Contract Update – Written vs Oral Variations
What happens when a contract says that all variations must be in writing, but the parties then try to vary that contract orally? Can they do this? The UK Supreme Court recently looked at this and decided the answer is "no".
In Rock Advertising Ltd v MWB Business Exchange Centres Ltd  UKSC 24, the Supreme Court held that a "no oral modification", or "NOM", clause is legally effective, overturning the Court of Appeal's ruling that such a clause did not prevent a valid variation by oral agreement.
Rock Advertising Ltd ("Rock"), entered into a licence agreement to occupy premises managed by MWB Business Exchange Centres Ltd ("MWB") with a NOM clause inserted stipulating that "all variations to this licence must be agreed, set out in writing and signed on behalf of both parties before they take effect".
Rock argued that the parties had orally agreed to vary the schedule of payments after it fell into arrears of licence payments. MWB considered that the revised schedule was merely a proposal, so locked Rock out of the premises and issued proceedings for payment of the balance of arrears. Rock counterclaimed for damages for wrongful exclusion from the premises, in reliance on the oral agreement which they said varied the contract.
The first instance court judge ruled in favour of MWB, but Rock appealed successfully to the Court of Appeal which held that the oral agreement to vary the payments also amounted to an agreement to dispense with the NOM clause, meaning that the oral variation was binding.
MWB appealed to the Supreme Court, which unanimously allowed the appeal. They said that the aim of a NOM clause is to restrict the manner in which future changes to an agreement can be achieved. The main issue before the Supreme Court was whether the NOM clause was legally effective, or if any such clause would automatically be set aside if the parties varied the contract by word of mouth.
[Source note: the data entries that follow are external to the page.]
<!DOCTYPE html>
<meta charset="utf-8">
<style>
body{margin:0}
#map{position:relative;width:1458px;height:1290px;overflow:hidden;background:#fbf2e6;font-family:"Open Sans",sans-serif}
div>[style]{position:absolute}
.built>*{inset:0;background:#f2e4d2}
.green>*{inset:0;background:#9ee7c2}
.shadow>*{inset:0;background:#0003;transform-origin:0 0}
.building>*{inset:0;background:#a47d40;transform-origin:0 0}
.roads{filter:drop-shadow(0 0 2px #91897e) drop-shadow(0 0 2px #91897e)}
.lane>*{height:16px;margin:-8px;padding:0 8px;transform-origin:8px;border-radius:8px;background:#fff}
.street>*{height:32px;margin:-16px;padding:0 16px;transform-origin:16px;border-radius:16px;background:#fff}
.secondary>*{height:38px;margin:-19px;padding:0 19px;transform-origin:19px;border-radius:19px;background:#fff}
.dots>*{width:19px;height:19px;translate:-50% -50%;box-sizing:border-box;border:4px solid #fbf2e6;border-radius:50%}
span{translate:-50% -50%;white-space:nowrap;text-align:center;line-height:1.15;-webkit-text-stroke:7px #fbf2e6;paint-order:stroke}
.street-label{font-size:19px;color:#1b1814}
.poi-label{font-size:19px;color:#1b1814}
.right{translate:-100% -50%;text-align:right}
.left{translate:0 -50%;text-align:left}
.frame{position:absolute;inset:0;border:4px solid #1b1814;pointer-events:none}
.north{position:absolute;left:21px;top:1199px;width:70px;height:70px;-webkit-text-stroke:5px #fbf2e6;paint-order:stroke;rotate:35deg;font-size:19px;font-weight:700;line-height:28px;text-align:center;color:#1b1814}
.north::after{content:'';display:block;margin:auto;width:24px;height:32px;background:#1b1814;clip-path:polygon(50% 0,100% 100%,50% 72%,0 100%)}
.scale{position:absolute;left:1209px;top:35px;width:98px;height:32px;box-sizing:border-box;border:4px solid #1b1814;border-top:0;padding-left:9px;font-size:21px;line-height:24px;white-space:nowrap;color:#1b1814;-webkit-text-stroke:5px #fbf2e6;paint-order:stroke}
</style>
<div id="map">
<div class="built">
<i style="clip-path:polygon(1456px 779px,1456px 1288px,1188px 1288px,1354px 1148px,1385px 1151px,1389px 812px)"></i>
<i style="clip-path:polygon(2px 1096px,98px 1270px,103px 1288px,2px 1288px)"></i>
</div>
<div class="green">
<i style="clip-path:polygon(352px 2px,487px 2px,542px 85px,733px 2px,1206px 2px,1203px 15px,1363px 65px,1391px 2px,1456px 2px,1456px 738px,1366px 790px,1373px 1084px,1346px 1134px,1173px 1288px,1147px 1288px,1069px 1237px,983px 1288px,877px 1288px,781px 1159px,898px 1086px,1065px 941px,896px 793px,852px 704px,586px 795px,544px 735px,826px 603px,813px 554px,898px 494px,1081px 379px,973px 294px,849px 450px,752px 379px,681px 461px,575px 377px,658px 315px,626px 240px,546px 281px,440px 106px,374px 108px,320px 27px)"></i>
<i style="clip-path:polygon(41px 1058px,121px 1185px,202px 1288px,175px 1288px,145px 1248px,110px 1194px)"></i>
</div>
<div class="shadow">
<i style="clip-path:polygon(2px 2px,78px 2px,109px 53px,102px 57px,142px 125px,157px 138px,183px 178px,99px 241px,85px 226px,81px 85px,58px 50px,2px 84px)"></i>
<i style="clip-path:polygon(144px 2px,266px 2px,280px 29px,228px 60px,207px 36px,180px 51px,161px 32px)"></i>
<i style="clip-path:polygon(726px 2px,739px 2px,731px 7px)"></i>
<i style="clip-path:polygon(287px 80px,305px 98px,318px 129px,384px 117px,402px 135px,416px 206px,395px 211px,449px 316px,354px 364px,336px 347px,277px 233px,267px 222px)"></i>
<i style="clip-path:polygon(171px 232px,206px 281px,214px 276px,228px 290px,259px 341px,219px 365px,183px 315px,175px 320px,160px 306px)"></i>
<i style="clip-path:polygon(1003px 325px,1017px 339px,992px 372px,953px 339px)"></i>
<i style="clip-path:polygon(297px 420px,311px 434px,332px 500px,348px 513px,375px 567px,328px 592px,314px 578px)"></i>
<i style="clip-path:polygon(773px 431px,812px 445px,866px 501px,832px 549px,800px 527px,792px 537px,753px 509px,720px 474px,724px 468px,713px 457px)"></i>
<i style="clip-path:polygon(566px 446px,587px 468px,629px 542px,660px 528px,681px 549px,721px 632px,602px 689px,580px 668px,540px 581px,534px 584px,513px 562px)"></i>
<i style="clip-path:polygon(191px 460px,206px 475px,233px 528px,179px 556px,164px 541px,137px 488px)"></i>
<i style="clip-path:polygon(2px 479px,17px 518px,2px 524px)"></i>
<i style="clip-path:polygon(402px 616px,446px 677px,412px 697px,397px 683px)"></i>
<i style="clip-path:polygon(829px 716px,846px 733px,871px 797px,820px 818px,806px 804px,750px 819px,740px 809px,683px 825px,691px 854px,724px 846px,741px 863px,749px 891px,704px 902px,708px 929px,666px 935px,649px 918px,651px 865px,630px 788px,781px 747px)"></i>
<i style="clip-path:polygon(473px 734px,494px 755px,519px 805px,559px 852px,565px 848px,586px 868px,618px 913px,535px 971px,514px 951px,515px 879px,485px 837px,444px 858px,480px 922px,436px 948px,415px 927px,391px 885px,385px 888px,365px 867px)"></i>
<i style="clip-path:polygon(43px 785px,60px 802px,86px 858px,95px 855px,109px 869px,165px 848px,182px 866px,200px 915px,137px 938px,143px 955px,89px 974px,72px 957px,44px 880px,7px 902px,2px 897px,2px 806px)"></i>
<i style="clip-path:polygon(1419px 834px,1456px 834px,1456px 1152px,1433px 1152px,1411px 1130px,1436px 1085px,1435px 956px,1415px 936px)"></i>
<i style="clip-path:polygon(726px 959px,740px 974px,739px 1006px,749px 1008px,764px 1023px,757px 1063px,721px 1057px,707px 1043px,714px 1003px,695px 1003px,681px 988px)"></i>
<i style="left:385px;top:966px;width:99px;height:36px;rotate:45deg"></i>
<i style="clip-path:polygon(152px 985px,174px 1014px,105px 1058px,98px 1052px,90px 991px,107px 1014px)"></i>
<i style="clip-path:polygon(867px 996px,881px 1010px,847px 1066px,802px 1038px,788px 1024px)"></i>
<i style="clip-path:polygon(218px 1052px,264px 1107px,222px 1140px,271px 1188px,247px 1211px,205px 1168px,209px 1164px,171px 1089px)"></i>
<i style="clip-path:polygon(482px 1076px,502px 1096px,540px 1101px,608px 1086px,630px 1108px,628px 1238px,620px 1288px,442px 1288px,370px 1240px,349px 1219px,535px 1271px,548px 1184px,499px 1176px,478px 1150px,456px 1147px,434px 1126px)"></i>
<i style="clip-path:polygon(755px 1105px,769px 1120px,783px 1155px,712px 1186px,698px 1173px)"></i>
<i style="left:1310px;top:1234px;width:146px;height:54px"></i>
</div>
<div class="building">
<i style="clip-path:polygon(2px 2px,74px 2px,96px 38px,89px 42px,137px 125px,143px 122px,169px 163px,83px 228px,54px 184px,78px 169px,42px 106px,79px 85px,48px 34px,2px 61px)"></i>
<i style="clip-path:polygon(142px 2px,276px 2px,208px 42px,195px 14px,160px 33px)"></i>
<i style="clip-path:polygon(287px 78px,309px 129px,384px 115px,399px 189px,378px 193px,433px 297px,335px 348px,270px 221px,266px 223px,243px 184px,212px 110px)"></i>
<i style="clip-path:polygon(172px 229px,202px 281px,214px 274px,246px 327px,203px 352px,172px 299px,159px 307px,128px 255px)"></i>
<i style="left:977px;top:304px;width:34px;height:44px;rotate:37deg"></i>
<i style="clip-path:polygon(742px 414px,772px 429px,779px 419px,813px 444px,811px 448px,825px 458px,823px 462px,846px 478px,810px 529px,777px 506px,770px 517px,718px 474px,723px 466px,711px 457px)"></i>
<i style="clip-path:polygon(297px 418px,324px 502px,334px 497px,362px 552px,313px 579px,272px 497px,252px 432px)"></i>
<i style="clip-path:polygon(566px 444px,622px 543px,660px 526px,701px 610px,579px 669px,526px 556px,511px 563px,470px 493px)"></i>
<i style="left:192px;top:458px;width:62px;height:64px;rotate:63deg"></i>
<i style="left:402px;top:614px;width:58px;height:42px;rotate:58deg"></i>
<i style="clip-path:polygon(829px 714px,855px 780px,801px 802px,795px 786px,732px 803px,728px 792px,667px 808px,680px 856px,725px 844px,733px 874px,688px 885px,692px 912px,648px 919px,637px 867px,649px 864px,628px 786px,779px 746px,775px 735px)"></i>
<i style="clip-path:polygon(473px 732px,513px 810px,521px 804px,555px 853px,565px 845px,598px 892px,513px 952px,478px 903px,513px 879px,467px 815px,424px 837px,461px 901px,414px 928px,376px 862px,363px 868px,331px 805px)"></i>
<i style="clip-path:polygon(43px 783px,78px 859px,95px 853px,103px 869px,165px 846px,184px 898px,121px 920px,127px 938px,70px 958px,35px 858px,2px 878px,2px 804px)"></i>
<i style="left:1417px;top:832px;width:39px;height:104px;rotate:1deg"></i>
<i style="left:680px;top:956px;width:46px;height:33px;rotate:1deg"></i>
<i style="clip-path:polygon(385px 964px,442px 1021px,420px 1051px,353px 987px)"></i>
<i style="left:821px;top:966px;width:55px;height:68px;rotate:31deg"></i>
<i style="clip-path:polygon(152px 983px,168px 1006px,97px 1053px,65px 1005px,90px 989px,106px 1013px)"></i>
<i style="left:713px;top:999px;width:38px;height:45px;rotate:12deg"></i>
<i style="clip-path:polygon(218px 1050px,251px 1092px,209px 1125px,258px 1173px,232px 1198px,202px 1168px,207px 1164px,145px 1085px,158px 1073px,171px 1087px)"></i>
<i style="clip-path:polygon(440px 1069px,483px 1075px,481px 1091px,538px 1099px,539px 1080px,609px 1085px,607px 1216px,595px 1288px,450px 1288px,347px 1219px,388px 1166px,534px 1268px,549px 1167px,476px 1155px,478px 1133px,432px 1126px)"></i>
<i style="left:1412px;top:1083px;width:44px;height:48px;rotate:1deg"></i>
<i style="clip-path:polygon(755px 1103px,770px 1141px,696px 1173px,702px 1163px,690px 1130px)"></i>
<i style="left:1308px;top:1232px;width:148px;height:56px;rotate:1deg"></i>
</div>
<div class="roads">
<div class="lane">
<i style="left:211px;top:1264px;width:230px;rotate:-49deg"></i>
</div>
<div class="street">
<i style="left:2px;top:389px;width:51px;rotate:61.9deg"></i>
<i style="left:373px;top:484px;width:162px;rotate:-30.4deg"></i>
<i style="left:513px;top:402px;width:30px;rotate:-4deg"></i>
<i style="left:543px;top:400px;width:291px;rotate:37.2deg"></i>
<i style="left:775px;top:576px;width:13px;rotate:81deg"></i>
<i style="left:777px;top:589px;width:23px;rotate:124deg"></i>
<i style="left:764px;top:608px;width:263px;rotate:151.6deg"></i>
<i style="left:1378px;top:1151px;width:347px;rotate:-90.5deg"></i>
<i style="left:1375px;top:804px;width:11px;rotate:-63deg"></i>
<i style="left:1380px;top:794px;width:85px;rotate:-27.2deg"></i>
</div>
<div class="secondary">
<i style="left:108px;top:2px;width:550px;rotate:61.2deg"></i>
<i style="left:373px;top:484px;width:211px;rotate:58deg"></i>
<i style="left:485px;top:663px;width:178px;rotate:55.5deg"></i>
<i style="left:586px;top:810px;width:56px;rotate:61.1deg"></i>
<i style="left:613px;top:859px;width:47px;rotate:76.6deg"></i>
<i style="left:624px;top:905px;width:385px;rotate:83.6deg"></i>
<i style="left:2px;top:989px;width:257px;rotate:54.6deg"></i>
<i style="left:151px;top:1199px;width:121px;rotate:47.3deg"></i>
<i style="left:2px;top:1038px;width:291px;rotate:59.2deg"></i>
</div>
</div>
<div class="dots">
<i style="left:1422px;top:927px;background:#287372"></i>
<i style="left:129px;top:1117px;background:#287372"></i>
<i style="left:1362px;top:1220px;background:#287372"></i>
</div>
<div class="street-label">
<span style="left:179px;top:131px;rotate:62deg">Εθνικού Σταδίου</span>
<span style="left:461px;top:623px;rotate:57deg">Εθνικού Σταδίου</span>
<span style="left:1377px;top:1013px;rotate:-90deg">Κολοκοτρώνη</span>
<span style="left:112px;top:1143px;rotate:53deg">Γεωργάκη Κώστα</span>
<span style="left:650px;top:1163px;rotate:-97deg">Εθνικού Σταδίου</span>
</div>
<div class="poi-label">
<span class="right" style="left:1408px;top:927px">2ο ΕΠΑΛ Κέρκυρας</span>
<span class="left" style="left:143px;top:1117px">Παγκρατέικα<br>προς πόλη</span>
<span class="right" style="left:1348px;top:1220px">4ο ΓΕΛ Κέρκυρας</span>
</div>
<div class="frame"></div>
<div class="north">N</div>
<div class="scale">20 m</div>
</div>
The Supreme Court concluded that the oral variation was invalid, because the procedure prescribed by the NOM clause in the licence agreement had not been followed. They said there was no principled reason why contracting parties could not prescribe a particular form of agreement.
There are good commercial reasons for using NOM clauses – by requiring that all variations are made in writing, they create certainty and avoid disputes about whether a contract has actually been varied (and, if so, on what terms).
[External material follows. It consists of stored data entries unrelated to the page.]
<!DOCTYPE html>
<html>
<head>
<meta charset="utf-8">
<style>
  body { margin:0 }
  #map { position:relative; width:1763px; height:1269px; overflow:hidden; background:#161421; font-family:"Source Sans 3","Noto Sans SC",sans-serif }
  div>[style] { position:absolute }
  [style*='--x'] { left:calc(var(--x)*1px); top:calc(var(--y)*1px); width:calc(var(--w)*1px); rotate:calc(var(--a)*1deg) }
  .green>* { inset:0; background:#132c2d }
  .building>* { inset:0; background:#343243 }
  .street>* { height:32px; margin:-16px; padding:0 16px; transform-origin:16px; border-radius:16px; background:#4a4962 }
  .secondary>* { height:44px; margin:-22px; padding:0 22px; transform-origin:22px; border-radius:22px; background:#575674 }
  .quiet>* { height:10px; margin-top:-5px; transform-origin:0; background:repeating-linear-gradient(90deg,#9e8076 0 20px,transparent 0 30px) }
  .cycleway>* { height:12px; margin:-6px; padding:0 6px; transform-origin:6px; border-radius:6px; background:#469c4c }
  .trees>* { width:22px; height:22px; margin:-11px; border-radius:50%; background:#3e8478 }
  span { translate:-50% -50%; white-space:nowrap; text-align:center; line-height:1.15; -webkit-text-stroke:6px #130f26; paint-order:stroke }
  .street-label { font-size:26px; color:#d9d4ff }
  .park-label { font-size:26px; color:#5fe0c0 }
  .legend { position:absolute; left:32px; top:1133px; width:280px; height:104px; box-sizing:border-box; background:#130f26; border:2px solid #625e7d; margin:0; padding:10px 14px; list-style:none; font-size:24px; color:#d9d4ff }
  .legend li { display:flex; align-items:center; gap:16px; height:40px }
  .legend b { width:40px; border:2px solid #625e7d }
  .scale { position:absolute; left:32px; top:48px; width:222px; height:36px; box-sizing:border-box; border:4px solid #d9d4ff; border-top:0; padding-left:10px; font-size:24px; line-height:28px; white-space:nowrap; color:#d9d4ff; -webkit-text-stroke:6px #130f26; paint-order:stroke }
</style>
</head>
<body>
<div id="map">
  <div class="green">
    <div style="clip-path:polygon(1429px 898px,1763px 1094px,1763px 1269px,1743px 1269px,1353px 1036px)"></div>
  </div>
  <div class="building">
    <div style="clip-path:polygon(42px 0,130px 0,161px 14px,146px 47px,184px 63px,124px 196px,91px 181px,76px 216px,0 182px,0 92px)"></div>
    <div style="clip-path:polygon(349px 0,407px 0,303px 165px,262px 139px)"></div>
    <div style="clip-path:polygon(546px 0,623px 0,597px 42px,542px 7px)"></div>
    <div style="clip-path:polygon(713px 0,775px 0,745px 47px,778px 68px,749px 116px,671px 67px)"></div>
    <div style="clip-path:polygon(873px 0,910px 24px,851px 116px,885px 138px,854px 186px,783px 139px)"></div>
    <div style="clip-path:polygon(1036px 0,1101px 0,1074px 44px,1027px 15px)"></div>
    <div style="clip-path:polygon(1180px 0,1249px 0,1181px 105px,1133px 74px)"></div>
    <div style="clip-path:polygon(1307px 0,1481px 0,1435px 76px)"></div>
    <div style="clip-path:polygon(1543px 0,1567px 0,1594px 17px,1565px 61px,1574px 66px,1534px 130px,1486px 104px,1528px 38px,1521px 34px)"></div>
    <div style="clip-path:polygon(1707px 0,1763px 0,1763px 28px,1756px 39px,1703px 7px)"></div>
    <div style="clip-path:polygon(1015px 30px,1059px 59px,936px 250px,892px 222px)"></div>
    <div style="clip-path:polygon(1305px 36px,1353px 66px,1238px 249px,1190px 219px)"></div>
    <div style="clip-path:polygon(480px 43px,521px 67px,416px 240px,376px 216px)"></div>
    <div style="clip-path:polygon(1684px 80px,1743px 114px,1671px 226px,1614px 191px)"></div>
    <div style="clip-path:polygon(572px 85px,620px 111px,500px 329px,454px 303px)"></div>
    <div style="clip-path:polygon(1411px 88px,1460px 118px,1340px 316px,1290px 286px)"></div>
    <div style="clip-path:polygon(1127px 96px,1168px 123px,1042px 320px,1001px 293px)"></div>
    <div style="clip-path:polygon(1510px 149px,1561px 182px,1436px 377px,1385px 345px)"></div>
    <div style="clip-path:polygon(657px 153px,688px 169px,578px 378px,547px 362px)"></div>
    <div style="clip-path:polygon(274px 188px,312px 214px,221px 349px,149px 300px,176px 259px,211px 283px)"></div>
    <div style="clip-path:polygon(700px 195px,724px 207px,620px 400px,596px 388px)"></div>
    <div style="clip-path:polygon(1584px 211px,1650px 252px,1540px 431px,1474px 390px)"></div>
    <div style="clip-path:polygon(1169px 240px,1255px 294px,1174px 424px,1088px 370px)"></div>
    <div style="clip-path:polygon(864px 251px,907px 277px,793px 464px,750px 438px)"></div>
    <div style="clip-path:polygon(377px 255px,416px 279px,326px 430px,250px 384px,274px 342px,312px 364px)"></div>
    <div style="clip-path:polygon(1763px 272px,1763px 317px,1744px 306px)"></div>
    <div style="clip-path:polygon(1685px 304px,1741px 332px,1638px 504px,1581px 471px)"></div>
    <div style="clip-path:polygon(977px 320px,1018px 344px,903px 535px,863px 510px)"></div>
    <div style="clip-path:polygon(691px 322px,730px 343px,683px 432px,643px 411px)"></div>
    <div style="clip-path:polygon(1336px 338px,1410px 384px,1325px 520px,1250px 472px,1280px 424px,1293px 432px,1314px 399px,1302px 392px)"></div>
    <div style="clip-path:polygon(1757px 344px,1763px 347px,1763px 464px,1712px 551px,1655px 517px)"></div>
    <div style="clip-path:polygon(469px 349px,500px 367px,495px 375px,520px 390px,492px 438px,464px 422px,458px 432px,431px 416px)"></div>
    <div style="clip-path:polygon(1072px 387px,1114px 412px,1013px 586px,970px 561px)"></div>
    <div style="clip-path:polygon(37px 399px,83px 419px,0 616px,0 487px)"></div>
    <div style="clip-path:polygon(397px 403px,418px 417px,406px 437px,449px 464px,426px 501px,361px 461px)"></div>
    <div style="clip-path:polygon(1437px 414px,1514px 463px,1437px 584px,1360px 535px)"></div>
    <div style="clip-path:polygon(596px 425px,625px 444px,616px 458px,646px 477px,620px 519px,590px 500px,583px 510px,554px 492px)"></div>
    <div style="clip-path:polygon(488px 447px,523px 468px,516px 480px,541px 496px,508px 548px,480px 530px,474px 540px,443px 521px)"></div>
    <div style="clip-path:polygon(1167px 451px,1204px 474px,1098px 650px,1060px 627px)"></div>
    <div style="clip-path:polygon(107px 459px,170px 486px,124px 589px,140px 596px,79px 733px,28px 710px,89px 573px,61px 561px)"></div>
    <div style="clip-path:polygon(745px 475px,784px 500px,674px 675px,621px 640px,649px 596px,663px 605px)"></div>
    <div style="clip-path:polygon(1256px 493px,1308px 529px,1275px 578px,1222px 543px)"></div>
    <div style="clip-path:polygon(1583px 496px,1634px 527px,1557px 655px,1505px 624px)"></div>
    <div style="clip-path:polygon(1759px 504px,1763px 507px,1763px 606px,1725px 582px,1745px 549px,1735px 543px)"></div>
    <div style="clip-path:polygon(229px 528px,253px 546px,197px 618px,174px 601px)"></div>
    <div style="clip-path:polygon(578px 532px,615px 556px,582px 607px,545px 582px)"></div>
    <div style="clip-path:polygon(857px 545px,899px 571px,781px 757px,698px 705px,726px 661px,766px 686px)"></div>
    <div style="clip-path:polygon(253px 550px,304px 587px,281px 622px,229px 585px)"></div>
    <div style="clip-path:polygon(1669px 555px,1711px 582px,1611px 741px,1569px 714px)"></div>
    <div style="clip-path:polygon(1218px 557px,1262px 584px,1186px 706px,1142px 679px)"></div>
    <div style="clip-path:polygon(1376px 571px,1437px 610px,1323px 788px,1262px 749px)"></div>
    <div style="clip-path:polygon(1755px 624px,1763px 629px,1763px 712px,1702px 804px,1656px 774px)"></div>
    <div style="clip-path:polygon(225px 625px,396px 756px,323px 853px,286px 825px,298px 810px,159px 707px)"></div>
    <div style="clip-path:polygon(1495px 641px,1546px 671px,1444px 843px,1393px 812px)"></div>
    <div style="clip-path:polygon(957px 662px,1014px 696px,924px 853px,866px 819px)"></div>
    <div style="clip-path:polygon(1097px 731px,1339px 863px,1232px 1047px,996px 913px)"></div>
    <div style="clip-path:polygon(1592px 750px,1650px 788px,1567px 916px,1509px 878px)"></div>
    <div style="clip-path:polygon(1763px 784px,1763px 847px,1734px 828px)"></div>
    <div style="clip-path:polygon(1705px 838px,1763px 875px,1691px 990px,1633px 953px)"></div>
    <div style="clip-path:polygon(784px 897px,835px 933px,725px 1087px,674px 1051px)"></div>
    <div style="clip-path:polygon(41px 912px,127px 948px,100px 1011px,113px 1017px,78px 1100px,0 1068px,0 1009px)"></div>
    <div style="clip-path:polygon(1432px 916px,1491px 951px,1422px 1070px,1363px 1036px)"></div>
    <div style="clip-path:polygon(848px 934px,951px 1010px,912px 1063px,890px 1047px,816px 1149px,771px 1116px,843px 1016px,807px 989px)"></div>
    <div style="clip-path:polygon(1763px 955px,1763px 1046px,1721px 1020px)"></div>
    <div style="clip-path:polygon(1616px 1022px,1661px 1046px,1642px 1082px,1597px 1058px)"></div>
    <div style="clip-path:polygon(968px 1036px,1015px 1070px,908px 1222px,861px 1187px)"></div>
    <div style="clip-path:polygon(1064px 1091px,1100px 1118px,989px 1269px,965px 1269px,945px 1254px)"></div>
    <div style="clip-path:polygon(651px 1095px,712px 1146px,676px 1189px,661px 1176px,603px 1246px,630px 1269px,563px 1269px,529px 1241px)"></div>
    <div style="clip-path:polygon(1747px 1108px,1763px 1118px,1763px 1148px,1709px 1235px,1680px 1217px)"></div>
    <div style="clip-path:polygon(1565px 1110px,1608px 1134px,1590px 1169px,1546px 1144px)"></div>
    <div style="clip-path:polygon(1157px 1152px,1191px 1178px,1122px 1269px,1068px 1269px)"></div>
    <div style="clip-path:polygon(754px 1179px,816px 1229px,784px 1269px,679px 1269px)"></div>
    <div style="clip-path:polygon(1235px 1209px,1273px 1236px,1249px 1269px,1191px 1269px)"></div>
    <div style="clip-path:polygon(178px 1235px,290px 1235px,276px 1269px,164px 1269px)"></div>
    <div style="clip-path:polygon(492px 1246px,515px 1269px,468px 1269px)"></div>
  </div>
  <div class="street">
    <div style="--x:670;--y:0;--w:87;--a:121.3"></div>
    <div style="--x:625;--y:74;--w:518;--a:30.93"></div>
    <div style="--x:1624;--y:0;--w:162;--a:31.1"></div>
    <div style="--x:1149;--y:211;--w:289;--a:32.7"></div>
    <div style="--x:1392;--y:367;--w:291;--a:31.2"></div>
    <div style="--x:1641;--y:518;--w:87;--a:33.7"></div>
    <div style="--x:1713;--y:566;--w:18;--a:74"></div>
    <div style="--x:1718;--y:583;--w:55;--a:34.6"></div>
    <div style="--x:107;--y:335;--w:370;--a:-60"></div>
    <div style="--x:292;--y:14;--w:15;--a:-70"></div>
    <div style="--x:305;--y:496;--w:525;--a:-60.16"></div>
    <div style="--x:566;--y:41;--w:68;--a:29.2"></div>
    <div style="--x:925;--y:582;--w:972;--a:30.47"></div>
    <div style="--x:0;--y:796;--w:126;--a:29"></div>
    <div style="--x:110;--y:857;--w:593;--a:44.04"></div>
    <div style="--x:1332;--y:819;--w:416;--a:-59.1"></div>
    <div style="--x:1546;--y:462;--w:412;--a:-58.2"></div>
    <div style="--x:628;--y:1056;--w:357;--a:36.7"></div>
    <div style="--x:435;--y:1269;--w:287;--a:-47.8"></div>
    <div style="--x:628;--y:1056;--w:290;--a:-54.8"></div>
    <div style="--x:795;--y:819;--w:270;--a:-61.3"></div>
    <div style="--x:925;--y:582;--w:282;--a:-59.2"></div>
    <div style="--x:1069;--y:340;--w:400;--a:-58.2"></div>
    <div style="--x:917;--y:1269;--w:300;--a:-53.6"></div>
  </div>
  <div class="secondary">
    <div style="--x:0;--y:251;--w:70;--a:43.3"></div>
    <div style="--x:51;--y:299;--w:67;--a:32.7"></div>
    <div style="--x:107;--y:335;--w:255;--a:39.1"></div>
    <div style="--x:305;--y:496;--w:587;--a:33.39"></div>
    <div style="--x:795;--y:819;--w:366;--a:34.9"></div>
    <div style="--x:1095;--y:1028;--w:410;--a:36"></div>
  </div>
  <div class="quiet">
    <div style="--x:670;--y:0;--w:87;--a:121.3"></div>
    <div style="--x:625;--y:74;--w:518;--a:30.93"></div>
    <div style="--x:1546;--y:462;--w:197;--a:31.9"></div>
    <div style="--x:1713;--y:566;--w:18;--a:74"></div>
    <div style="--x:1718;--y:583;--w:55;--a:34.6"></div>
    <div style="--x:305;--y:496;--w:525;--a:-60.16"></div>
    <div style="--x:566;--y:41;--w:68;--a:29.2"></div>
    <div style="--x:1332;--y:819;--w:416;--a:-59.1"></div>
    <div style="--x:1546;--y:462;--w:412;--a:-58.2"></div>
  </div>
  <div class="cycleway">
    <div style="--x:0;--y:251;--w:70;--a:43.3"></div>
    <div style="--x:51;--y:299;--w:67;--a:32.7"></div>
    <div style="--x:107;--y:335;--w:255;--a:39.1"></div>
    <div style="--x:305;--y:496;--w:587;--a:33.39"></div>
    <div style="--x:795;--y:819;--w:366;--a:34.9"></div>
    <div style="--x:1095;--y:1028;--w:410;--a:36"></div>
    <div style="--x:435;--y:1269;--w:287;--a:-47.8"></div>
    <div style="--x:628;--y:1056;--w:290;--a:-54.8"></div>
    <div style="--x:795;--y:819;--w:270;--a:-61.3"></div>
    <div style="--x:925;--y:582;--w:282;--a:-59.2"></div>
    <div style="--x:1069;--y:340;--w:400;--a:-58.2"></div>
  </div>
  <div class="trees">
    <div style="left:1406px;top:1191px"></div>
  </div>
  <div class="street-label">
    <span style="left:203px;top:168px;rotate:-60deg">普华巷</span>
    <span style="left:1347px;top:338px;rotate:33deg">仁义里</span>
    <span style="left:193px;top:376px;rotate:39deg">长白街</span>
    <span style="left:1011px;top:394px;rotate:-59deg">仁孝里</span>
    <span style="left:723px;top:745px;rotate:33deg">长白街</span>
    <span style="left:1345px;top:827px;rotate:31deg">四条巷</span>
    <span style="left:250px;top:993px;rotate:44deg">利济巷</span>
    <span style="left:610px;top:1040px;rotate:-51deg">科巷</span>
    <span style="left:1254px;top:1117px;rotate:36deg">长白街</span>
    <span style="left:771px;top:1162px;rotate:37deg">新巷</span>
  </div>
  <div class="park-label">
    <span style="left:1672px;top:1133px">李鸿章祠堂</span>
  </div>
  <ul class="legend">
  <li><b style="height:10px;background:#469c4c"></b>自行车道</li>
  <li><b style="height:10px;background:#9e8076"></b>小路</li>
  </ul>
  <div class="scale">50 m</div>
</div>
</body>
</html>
This decision therefore provides very helpful clarity in relation to NOM clauses. It confirms that, where such a clause is used, if parties wish to vary an agreement, they must follow the formal procedures contained within the contract. You can see how there may be arguments about estoppel in these situations, but it is unlikely that the scope of an estoppel could be so broad as to undermine the certainty provided by an NOM clause.